### Your assignment:
Every line of the entries with the word "solid" in it should be shown.

### Input:
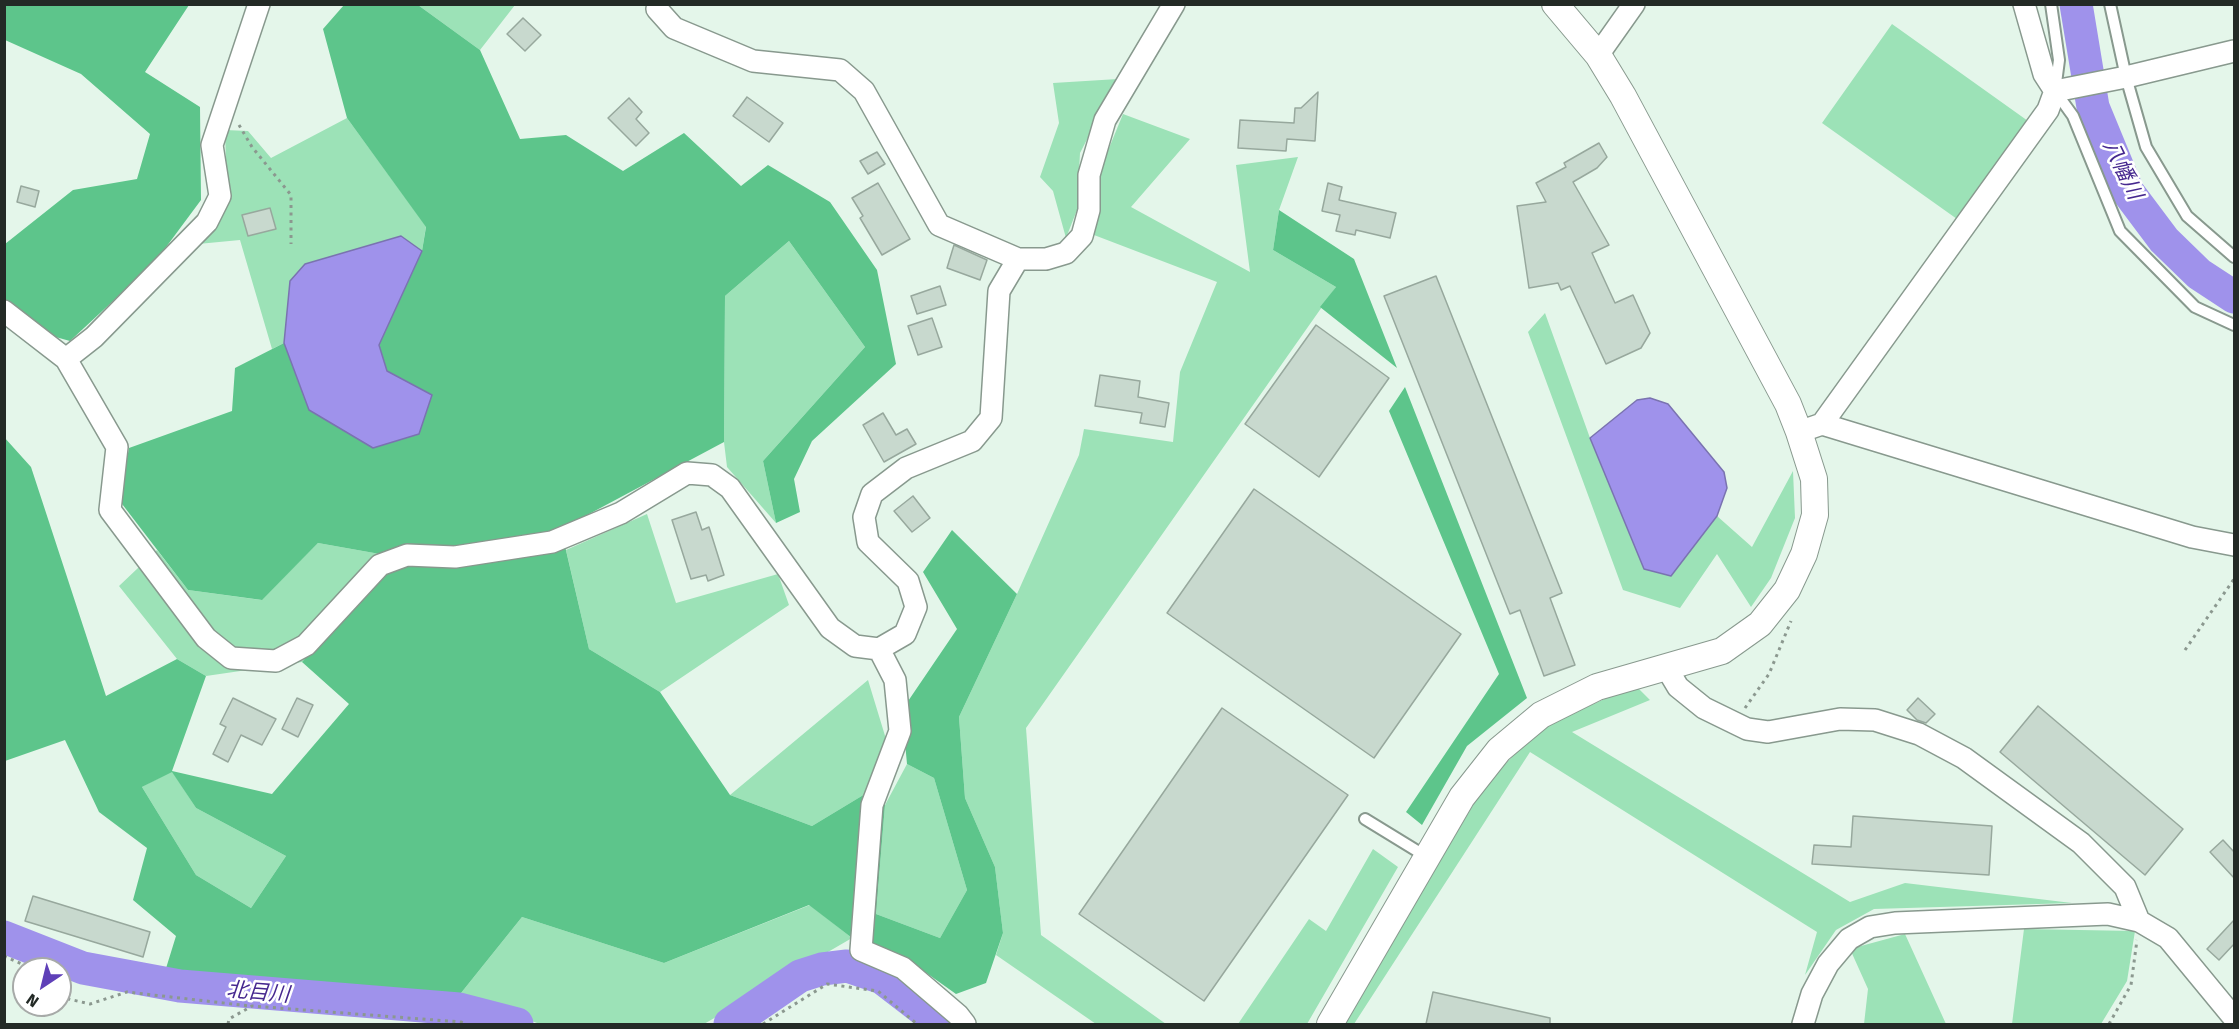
<!DOCTYPE html>
<html>
<head>
<meta charset="utf-8">
<style>
  body { margin:0 }
  #map { position:relative; width:2239px; height:1029px; overflow:hidden; background:#e4f6ea; font-family:"Fira Sans",sans-serif }
  canvas { display:block }
  .frame { position:absolute; inset:0; border:6px solid #232a26; pointer-events:none }
  .north { position:absolute; left:12px; top:957px; width:60px; height:60px; box-sizing:border-box; background:#fff; border:2px solid #a7aaa8; border-radius:50%; rotate:215deg; font-size:16px; font-weight:700; line-height:24px; text-align:center; color:#232a26 }
  .north::after { content:''; display:block; margin:auto; width:21px; height:27px; background:#5f40b8; clip-path:polygon(50% 0,100% 100%,50% 72%,0 100%) }
</style>
</head>
<body>
<div id="map">
<canvas width="2239" height="1029"></canvas>
<div class="frame"></div>
<div class="north">N</div>
</div>
<script>
const ctx = document.querySelector('canvas').getContext('2d');
ctx.lineJoin = 'round';
function fill(path, color) {
  ctx.fillStyle = color;
  ctx.fill(path, 'evenodd');
}
function toPath(rows) {
  const path = new Path2D();
  for (const r of rows) {
    path.moveTo(r[0], r[1]);
    for (let i = 2; i < r.length; i += 2) path.lineTo(r[i], r[i + 1]);
  }
  return path;
}
function trace(path, color, width, dash) {
  ctx.strokeStyle = color;
  ctx.lineWidth = width;
  ctx.lineCap = dash ? 'butt' : 'round';
  ctx.setLineDash(dash || []);
  ctx.stroke(path);
}
function label(font, color, halo, rows, align = 'center') {
  ctx.font = font + ' "Fira Sans","Noto Sans JP",sans-serif';
  ctx.lineWidth = 5;
  ctx.setLineDash([]);
  ctx.textBaseline = 'middle';
  ctx.strokeStyle = halo;
  ctx.fillStyle = color;
  for (const [text, x, y, turn = 0] of rows) {
    ctx.save();
    ctx.translate(x, y);
    ctx.rotate((+turn || 0) * Math.PI / 180);
    ctx.textAlign = isNaN(turn) ? turn : align;
    if (halo) ctx.strokeText(text, 0, 0);
    ctx.fillText(text, 0, 0);
    ctx.restore();
  }
}
const green = toPath([
  [418,5,515,5,480,50],
  [1892,24,2028,121,1957,219,1822,123],
  [1118,79,1080,153,1077,210,1066,238,1053,191,1040,177,1059,123,1053,83],
  [1123,114,1190,139,1131,207,1250,272,1236,165,1298,157,1279,210,1273,250,1336,287,1026,728,1041,935,1166,1024,1096,1024,996,955,1003,933,995,867,965,798,959,717,1017,594,1079,455,1084,429,1173,442,1180,372,1217,282,1094,235,1098,175],
  [347,118,426,226,422,251,401,236,290,281,284,343,272,349,240,240,198,244,227,199,225,130,248,131,271,158],
  [789,241,865,347,763,461,776,523,727,467,724,442,725,296],
  [1545,313,1590,438,1644,569,1671,576,1717,516,1752,547,1793,471,1795,518,1771,578,1751,607,1717,554,1680,608,1623,590,1528,332],
  [647,514,676,603,778,574,789,605,660,692,589,649,566,550],
  [318,543,391,556,302,662,206,676,177,659,119,586,157,550,188,590,261,600],
  [868,680,886,739,865,794,812,826,730,795],
  [1635,685,1650,700,1572,732,1850,902,1905,883,2072,903,1874,909,1836,930,1805,975,1817,932,1530,752,1354,1024,1343,1024,1485,785,1539,729],
  [907,764,934,778,967,890,940,938,876,914,885,805],
  [172,771,196,808,286,856,251,908,196,875,142,787],
  [1373,849,1398,867,1307,1024,1238,1024,1309,919,1326,931],
  [810,905,852,938,704,1024,540,1024,511,1014,453,1003,522,917,664,963],
  [2024,929,2135,931,2127,981,2101,1024,2012,1024],
  [1905,934,1946,1024,1864,1024,1868,989,1850,949]
]);
const forest = toPath([
  [5,5,189,5,145,72,200,107,201,200,155,262,70,341,5,323,5,244,73,190,137,179,150,134,81,74,5,40],
  [344,5,418,5,480,50,520,139,566,135,623,171,684,133,741,186,768,165,830,202,877,270,896,364,812,441,794,479,800,512,776,523,763,461,865,347,789,241,725,296,724,442,561,529,589,649,660,692,730,795,812,826,865,794,885,805,876,914,940,938,967,890,934,778,907,764,902,710,957,629,923,572,952,530,1017,594,959,717,965,798,995,867,1003,933,986,983,956,994,918,967,852,938,809,905,664,963,522,917,453,1003,163,978,176,936,133,900,147,848,99,812,65,740,5,761,4,437,31,467,106,696,177,659,206,676,172,771,272,794,349,704,302,662,391,556,318,543,262,600,188,590,119,500,129,448,232,411,235,368,284,343,309,410,432,395,387,371,379,345,422,251,426,227,347,118,323,29],
  [172,772,196,808,286,856,251,908,196,875,142,787],
  [1279,210,1354,259,1397,368,1320,307,1336,287,1273,250],
  [1405,387,1527,698,1467,746,1422,825,1406,812,1499,674,1389,411]
]);
const water = toPath([
  [401,236,422,251,379,345,387,371,432,395,419,434,373,448,309,410,284,343,290,281,305,264,401,236],
  [1650,398,1668,404,1724,472,1727,488,1717,516,1671,576,1644,569,1590,438,1637,400,1650,398]
]);
const river = toPath([
  [2076,4,2093,107,2128,192,2164,240,2199,274,2234,297],
  [4,937,83,968,180,986,459,1009,517,1024],
  [730,1024,800,976,822,969,847,966,882,978,942,1024]
]);
const building = toPath([
  [523,18,541,35,525,51,507,34,523,18],
  [1318,92,1315,141,1287,139,1286,151,1238,148,1240,120,1294,123,1295,108,1301,108,1318,92],
  [747,97,783,123,769,142,733,116,747,97],
  [629,98,642,112,636,119,649,133,636,146,608,118,629,98],
  [1599,143,1607,157,1597,168,1573,182,1609,245,1592,253,1615,303,1633,295,1650,333,1641,348,1606,364,1570,286,1561,290,1558,283,1529,288,1517,206,1546,202,1536,183,1566,167,1564,163,1599,143],
  [877,152,885,164,868,174,860,161,877,152],
  [878,183,910,239,882,255,860,218,863,216,852,198,878,183],
  [1328,183,1342,187,1339,200,1396,213,1390,238,1356,230,1355,235,1336,231,1340,215,1322,211,1328,183],
  [21,186,39,191,35,207,17,202,21,186],
  [270,208,276,229,248,236,242,215,270,208],
  [954,245,987,260,980,280,947,268,954,245],
  [1436,276,1562,593,1550,598,1575,665,1544,676,1520,610,1510,614,1384,296,1436,276],
  [940,286,946,305,917,314,911,296,940,286],
  [932,318,942,347,918,355,908,326,932,318],
  [1316,325,1389,378,1319,477,1245,424,1316,325],
  [1100,375,1140,381,1138,397,1169,403,1165,427,1140,423,1142,413,1095,406,1100,375],
  [883,413,896,435,907,429,916,444,884,462,863,425,883,413],
  [1254,489,1461,634,1374,758,1167,613,1254,489],
  [913,496,930,518,912,532,894,511,913,496],
  [696,512,702,530,709,527,724,575,708,581,706,575,691,579,672,520,696,512],
  [233,698,276,719,262,745,241,735,228,762,213,754,226,727,220,724,233,698],
  [297,698,313,705,298,737,282,729,297,698],
  [1918,698,1935,714,1926,723,1917,720,1907,710,1918,698],
  [2038,706,2183,829,2145,875,2000,752,2038,706],
  [1222,708,1348,795,1204,1001,1079,914,1222,708],
  [1853,816,1992,826,1989,875,1812,864,1814,845,1851,847,1853,816],
  [2223,840,2235,853,2235,879,2210,852,2223,840],
  [33,896,150,932,143,957,25,921,33,896],
  [2235,919,2235,943,2219,960,2207,949,2235,919],
  [1433,992,1550,1018,1550,1024,1426,1024,1433,992]
]);
const path = toPath([
  [239,125,252,147,291,195,291,244],
  [2185,650,2234,579],
  [1745,708,1769,674,1791,621],
  [4,956,33,969],
  [60,997,90,1004,127,992,250,1006],
  [228,1024,229,1019,252,1006,461,1022,467,1024],
  [763,1024,827,984,878,991,917,1024],
  [2109,1024,2131,985,2137,940]
]);
const service = toPath([
  [2051,4,2059,60,2055,91,2073,116,2120,231,2195,307,2234,325],
  [2110,4,2126,77,2146,147,2187,216,2234,257],
  [1365,819,1427,857]
]);
const minor = toPath([
  [658,4,657,9,674,28,753,61,840,70,864,91,939,225,1018,259,1046,259,1066,253,1082,236,1089,210,1089,175,1105,120,1174,4],
  [2024,4,2044,74,2055,91],
  [1598,55,1634,4],
  [2055,91,2126,77,2234,51],
  [4,311,66,359,117,447,110,510,206,638,231,658,276,661,306,645,380,565,407,555,455,557,552,542,621,513,687,473,712,475,730,488,830,628,855,646,879,649,905,634,916,607,908,581,868,542,864,517,872,494,906,468,972,441,991,418,999,291,1018,259],
  [66,359,94,337,207,222,220,196,212,145,259,4],
  [1822,424,2192,537,2234,545],
  [1799,432,1822,424,2048,110,2055,91],
  [879,649,895,680,900,731,872,805,861,950,903,968,958,1015,965,1024],
  [1666,667,1678,687,1704,708,1747,729,1768,732,1840,719,1875,720,1919,734,1964,758,2081,843,2125,887,2139,921],
  [1803,1024,1812,994,1828,964,1849,939,1870,927,1895,923,2108,914,2139,921,2168,938,2234,1018]
]);
const tertiary = toPath([
  [1330,1024,1462,797,1499,750,1541,715,1597,687,1722,651,1760,624,1787,590,1804,554,1815,515,1814,479,1799,432,1788,404,1623,96,1598,55,1555,4]
]);
const waterNames = [
  ["八幡川",2122,170,64],
  ["北目川",258,993,5]
];
fill(green, '#9ce2b7');
fill(forest, '#5dc58b');
fill(water, '#9f92eb');
trace(water, '#7a73b0', 1.5);
trace(river, '#9f92eb', 33);
fill(building, '#c8d9ce');
trace(building, '#97a89d', 1.5);
trace(service, '#88998e', 14);
trace(minor, '#88998e', 24);
trace(tertiary, '#88998e', 28);
trace(path, '#8b988f', 3, [3, 4.5]);
trace(service, '#fff', 10);
trace(minor, '#fff', 21);
trace(tertiary, '#fff', 26);
label('italic 21px', '#46288f', '#fff', waterNames);
</script>
</body>
</html>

### Exercise result:
  .frame { position:absolute; inset:0; border:6px solid #232a26; pointer-events:none }
  .north { position:absolute; left:12px; top:957px; width:60px; height:60px; box-sizing:border-box; background:#fff; border:2px solid #a7aaa8; border-radius:50%; rotate:215deg; font-size:16px; font-weight:700; line-height:24px; text-align:center; color:#232a26 }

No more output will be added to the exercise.